Management Advice

Advice is plainly a highly desirable commodity - if it’s good advice. Everybody will at several points in their careers ask for, or receive gratis, advice, whether professional management consulting or friendly words of wisdom - real, supposed or plain dubious. So it was a great idea of Fortune magazine to ask 29 career stars, mostly business people, to identify the best advice they had ever received; the words that had most influenced them on their several ways to the top.

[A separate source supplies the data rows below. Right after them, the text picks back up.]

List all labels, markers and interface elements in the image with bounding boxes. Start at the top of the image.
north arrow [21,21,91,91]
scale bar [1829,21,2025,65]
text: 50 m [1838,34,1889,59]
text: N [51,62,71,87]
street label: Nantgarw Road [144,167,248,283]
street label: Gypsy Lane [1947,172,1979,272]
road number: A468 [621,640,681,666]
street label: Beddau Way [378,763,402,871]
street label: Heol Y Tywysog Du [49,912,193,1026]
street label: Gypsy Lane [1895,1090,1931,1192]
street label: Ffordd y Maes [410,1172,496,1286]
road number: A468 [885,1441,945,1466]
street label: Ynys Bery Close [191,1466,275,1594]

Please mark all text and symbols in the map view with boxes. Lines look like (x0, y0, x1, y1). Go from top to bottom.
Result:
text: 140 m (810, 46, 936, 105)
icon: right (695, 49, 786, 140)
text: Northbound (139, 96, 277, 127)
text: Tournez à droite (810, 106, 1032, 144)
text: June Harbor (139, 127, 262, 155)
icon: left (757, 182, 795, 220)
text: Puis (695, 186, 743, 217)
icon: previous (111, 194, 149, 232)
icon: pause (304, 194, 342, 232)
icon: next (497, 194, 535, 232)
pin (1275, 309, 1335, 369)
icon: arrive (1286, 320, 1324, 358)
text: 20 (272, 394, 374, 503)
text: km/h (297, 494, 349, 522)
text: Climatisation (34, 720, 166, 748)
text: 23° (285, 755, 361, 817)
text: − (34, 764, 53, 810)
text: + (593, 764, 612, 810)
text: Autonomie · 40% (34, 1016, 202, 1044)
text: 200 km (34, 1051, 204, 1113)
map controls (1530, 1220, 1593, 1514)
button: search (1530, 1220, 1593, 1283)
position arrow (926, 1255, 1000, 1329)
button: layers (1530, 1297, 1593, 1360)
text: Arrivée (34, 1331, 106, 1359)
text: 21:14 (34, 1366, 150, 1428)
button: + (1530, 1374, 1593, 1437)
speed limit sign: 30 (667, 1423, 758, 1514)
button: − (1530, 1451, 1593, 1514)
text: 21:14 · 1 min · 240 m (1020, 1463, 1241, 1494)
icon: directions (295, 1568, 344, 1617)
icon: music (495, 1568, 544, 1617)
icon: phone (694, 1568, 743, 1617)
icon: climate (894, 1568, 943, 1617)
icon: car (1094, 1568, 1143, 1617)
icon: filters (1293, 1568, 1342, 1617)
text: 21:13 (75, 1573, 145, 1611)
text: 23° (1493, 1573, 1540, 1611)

In fact, advice, like so much else in management, has become institutionalised in recent years. Mentors, coaches and councillors have always operated at the lower levels of business, but paid providers are now to be found advising at much higher levels. The analogy is obvious. If a tournament-winning golf pro, or any other athletic star, employs a full-time coach to improve his brilliant game, why shouldn’t a CEO have the same assistance, as he or she goes about their difficult (but highly paid) task?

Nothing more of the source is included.